### SUPPLIED ENTRIES
"""

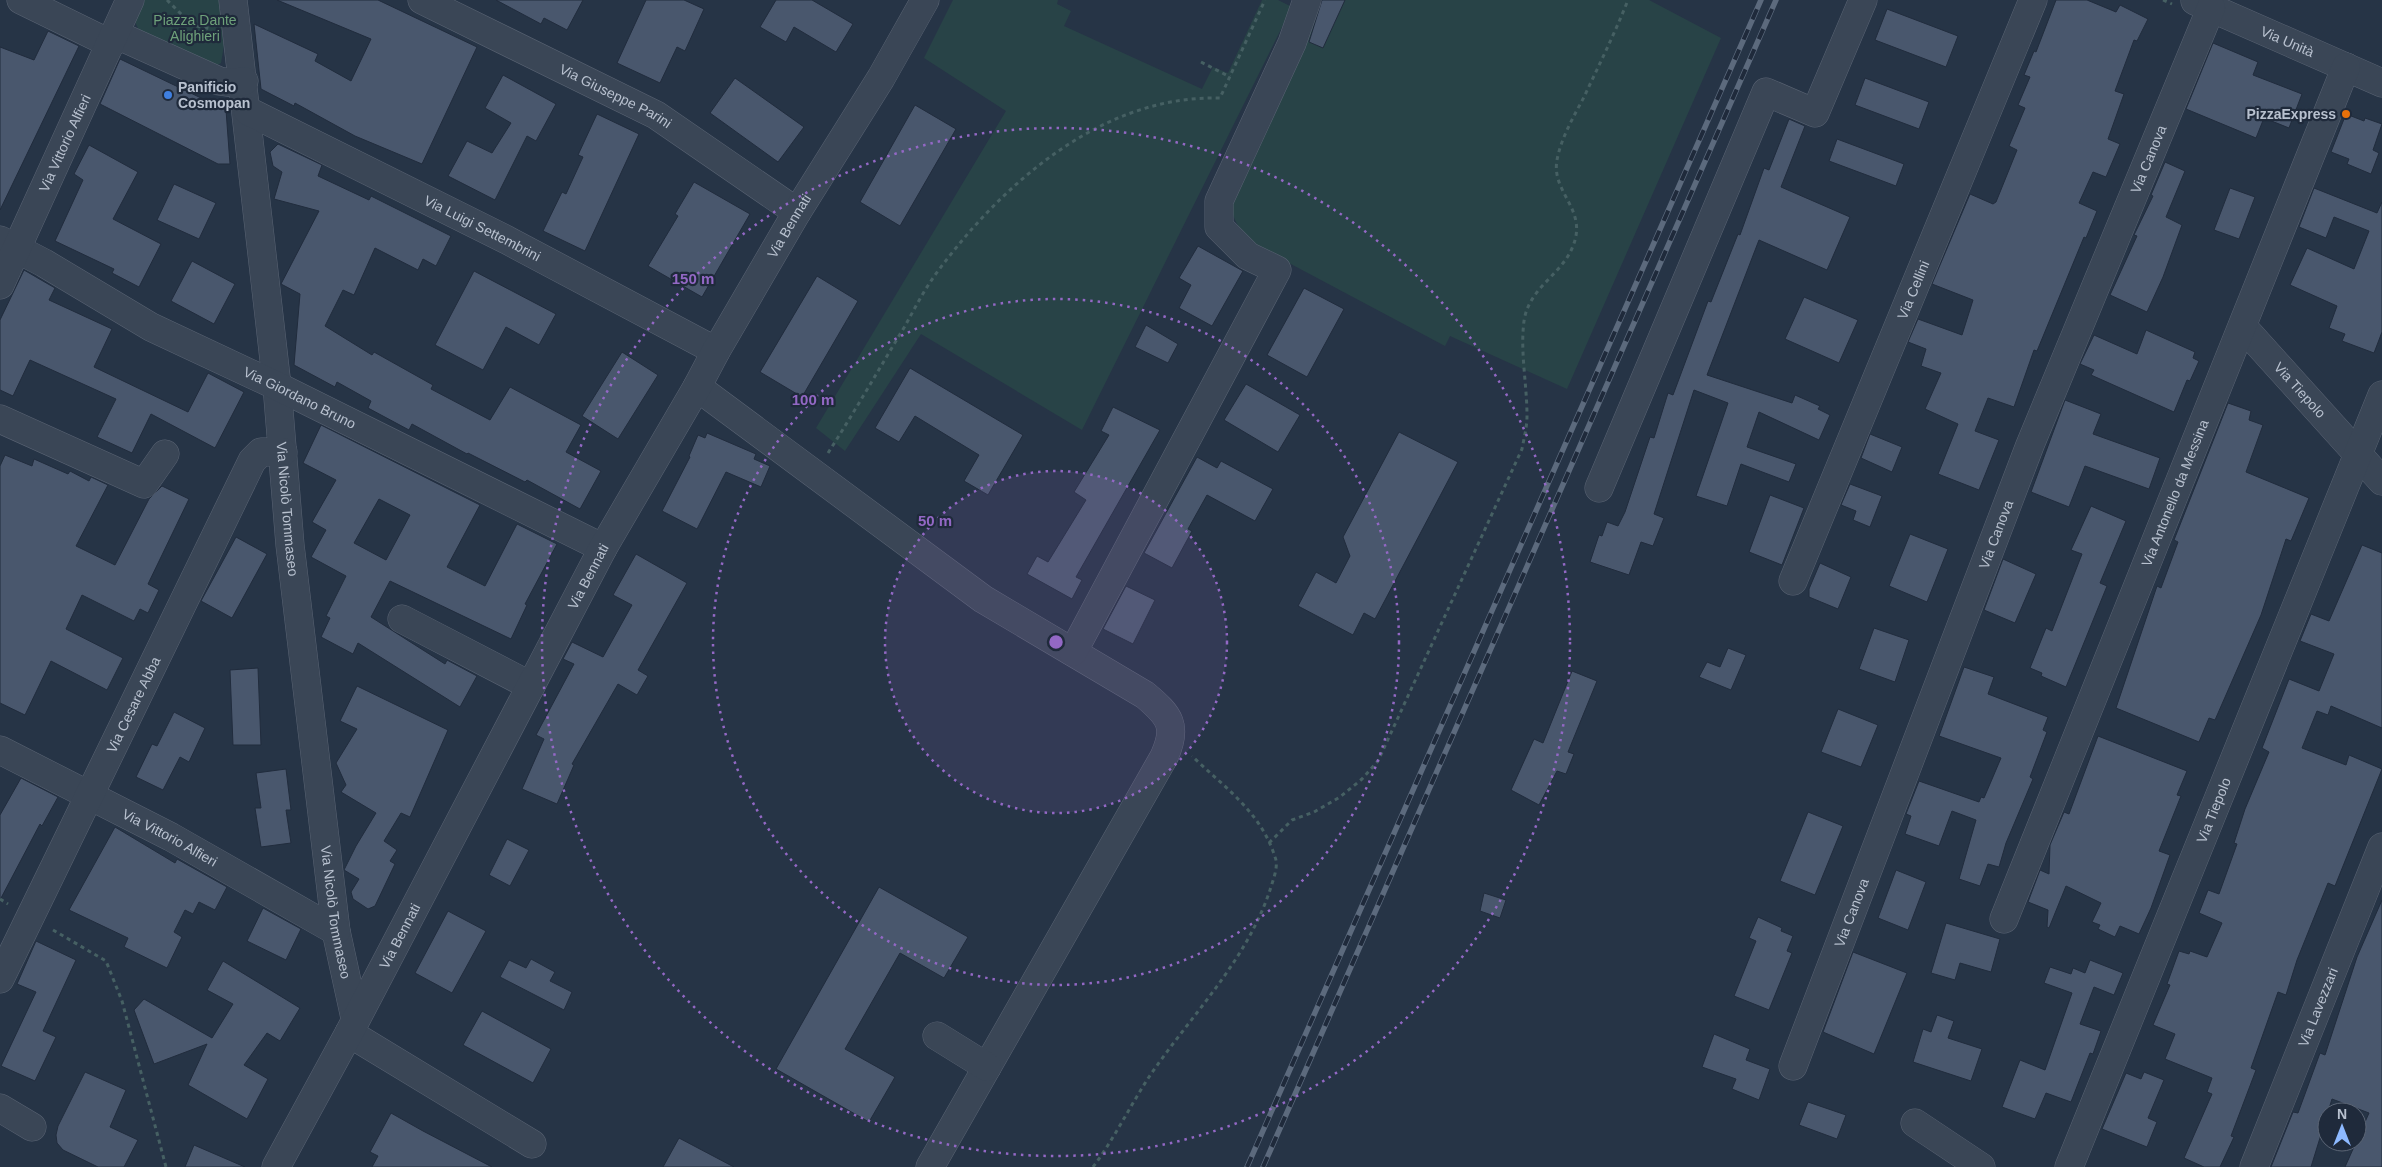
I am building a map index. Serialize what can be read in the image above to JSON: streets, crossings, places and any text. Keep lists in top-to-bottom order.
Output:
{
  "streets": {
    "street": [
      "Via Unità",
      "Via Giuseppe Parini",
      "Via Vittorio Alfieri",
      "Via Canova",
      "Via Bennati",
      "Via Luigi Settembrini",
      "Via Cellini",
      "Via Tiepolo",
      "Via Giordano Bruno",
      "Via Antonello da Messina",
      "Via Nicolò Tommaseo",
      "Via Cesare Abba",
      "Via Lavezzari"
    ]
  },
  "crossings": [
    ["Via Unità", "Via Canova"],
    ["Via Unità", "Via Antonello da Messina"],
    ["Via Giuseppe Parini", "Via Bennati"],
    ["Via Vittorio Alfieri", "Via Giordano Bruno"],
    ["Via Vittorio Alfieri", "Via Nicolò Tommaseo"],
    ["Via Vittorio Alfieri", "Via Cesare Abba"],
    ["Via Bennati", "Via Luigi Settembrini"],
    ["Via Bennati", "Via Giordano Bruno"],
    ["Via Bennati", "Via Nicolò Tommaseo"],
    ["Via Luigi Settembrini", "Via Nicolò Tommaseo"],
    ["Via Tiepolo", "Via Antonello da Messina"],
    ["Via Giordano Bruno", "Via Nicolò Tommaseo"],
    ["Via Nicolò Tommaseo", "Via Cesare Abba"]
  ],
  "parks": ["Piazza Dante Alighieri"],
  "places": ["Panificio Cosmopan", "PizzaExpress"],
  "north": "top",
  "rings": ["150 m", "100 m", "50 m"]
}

"""
"""

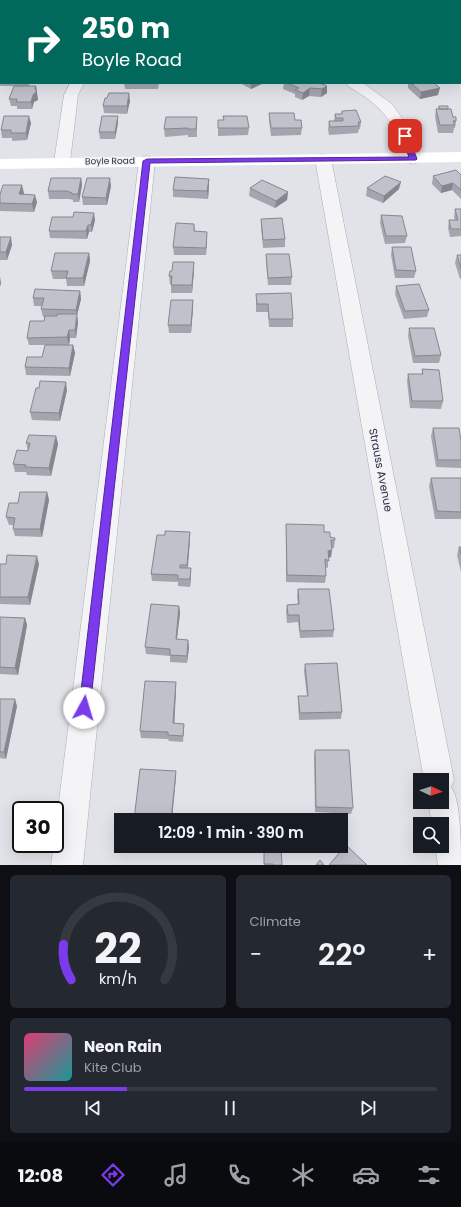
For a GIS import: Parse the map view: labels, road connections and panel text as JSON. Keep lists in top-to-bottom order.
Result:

"""

### ACTIVITY
Check each line of the listing above. Copy it if it holds the string "lists".

### SOLUTION FOR THIS PROBLEM
I am building a map index. Serialize what can be read in the image above to JSON: streets, crossings, places and any text. Keep lists in top-to-bottom order.
For a GIS import: Parse the map view: labels, road connections and panel text as JSON. Keep lists in top-to-bottom order.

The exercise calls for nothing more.